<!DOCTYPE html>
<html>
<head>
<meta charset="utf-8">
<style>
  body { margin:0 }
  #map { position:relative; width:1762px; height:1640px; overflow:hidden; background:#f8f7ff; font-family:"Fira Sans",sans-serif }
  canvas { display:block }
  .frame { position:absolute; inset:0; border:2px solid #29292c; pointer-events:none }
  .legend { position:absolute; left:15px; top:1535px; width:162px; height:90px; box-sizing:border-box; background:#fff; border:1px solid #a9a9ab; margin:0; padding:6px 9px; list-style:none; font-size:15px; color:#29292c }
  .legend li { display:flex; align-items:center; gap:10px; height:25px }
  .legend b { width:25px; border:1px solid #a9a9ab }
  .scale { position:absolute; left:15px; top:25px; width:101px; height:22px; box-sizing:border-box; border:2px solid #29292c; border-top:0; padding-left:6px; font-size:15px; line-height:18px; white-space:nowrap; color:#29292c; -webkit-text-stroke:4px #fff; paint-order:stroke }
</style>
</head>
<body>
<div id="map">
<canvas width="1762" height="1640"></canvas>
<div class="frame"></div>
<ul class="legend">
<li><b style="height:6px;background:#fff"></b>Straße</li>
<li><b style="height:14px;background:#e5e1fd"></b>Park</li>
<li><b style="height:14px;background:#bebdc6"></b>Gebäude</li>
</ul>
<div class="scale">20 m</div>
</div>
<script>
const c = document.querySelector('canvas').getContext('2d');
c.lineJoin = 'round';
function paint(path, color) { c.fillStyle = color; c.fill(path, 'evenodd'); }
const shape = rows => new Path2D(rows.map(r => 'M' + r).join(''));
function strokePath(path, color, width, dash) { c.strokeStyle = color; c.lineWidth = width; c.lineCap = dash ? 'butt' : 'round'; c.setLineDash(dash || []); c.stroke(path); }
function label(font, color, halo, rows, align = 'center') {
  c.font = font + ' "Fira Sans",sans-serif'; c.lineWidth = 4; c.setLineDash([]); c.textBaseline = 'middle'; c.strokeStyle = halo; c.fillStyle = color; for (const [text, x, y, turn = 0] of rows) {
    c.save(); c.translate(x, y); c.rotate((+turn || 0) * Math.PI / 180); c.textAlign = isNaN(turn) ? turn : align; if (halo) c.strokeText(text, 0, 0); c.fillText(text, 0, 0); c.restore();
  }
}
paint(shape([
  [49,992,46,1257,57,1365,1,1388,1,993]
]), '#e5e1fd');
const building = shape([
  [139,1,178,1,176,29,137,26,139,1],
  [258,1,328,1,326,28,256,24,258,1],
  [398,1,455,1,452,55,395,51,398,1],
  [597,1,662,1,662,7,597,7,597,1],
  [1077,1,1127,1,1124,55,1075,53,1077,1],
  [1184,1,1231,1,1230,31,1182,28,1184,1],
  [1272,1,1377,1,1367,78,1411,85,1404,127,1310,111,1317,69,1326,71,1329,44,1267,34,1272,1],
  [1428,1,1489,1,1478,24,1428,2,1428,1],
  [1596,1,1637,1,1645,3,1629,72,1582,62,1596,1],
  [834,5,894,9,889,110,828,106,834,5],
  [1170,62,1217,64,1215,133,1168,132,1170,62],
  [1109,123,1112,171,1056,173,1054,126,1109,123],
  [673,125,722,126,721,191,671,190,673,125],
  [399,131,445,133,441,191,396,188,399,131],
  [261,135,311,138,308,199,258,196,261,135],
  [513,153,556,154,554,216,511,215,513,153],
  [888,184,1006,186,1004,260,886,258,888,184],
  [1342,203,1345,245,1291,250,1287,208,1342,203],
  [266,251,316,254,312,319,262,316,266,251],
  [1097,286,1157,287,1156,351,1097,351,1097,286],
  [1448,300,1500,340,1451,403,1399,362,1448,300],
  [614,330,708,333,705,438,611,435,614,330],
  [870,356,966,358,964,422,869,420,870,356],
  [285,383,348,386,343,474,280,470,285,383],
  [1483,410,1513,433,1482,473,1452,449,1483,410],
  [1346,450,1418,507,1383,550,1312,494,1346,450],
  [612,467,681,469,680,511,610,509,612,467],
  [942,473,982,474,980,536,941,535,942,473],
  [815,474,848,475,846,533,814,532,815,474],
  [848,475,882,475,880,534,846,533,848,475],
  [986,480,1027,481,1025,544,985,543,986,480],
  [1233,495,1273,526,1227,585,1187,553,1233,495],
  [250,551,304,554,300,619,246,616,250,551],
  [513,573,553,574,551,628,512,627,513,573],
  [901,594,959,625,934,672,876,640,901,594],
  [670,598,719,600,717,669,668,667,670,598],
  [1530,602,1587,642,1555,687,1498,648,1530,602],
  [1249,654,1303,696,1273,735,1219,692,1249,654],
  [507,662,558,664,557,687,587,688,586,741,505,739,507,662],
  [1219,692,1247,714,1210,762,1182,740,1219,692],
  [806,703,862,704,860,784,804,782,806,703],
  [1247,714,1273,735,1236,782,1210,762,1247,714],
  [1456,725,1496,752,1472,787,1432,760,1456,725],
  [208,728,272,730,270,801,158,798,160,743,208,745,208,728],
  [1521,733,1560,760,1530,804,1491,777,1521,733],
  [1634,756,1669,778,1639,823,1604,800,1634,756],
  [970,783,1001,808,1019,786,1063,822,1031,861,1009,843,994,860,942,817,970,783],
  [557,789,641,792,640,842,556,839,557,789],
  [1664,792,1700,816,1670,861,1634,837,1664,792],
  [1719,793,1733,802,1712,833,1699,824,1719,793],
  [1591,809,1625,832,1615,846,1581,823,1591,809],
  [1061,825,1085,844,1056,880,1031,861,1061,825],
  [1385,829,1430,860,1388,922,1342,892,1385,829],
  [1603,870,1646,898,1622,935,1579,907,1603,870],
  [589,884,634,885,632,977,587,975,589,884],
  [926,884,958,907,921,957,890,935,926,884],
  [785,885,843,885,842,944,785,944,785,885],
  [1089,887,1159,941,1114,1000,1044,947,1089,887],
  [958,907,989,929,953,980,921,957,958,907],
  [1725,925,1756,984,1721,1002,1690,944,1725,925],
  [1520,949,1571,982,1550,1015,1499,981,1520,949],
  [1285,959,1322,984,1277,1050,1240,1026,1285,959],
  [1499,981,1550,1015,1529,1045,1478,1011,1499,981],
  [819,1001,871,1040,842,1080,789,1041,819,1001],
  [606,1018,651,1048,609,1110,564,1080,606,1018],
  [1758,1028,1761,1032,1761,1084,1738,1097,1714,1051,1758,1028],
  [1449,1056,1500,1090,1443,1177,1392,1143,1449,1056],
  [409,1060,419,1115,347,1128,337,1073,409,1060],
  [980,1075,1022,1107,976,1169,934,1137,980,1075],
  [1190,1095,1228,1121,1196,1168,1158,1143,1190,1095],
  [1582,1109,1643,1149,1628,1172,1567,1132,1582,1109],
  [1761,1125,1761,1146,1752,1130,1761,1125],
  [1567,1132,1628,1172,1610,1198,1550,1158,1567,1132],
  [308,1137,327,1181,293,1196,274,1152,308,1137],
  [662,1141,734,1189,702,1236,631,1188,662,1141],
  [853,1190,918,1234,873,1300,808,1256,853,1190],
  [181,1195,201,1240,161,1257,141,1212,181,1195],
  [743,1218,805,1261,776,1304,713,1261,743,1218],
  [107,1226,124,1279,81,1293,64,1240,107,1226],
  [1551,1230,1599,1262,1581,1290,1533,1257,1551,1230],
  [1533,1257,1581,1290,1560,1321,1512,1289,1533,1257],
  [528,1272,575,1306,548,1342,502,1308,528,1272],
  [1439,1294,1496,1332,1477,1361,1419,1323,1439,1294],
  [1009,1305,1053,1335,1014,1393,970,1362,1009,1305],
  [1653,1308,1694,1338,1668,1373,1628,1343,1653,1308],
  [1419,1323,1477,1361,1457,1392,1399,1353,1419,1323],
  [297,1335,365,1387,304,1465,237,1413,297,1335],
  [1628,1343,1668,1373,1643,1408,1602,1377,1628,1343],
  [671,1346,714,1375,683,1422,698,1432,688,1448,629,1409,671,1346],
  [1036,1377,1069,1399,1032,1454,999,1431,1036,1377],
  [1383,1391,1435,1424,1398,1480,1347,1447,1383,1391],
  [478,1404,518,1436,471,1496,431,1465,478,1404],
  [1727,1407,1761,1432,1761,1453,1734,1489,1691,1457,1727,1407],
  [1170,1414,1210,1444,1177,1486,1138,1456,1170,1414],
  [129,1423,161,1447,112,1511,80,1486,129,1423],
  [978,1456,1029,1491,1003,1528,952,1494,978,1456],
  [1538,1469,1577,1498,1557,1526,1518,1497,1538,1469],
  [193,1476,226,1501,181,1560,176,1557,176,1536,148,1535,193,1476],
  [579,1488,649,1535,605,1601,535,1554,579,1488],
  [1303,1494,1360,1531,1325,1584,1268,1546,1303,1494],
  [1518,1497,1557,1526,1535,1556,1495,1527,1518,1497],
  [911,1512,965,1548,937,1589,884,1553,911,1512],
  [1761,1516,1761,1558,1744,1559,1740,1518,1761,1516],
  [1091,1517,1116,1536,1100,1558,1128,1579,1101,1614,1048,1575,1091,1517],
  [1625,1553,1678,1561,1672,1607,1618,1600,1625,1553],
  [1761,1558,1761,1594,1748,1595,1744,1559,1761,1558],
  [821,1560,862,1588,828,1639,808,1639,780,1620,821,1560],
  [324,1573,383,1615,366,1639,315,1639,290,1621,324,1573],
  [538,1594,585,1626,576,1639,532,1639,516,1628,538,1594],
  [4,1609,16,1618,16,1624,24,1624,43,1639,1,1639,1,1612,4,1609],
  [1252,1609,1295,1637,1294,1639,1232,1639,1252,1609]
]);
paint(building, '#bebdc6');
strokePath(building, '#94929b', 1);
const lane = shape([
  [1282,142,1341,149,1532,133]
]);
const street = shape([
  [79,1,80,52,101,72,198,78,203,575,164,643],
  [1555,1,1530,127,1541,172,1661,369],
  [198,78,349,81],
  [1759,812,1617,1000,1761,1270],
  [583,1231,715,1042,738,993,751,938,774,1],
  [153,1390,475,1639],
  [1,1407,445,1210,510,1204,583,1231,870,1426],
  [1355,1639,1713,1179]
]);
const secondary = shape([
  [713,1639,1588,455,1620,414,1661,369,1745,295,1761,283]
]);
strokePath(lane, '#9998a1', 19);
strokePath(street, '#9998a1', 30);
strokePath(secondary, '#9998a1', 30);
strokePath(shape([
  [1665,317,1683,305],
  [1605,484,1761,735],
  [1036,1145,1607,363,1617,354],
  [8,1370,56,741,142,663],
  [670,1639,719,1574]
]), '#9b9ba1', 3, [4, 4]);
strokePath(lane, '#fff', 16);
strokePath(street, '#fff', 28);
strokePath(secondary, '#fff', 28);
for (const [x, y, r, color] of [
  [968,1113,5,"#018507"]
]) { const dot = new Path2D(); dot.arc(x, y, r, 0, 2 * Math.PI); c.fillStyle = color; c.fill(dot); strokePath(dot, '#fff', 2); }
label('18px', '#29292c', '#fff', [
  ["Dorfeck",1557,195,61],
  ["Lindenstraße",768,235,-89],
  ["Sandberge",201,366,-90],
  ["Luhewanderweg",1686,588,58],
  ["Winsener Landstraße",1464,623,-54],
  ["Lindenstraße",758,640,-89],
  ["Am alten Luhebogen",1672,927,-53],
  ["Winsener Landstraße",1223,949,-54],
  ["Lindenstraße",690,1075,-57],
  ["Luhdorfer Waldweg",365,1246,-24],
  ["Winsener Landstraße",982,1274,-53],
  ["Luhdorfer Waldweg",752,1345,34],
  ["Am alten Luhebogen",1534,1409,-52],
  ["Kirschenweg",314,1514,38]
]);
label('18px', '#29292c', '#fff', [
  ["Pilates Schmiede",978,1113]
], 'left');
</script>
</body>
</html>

#### What to produce
Among the entries above, how many lines hold the string "center"? Answer with the bare number.

#### Response
2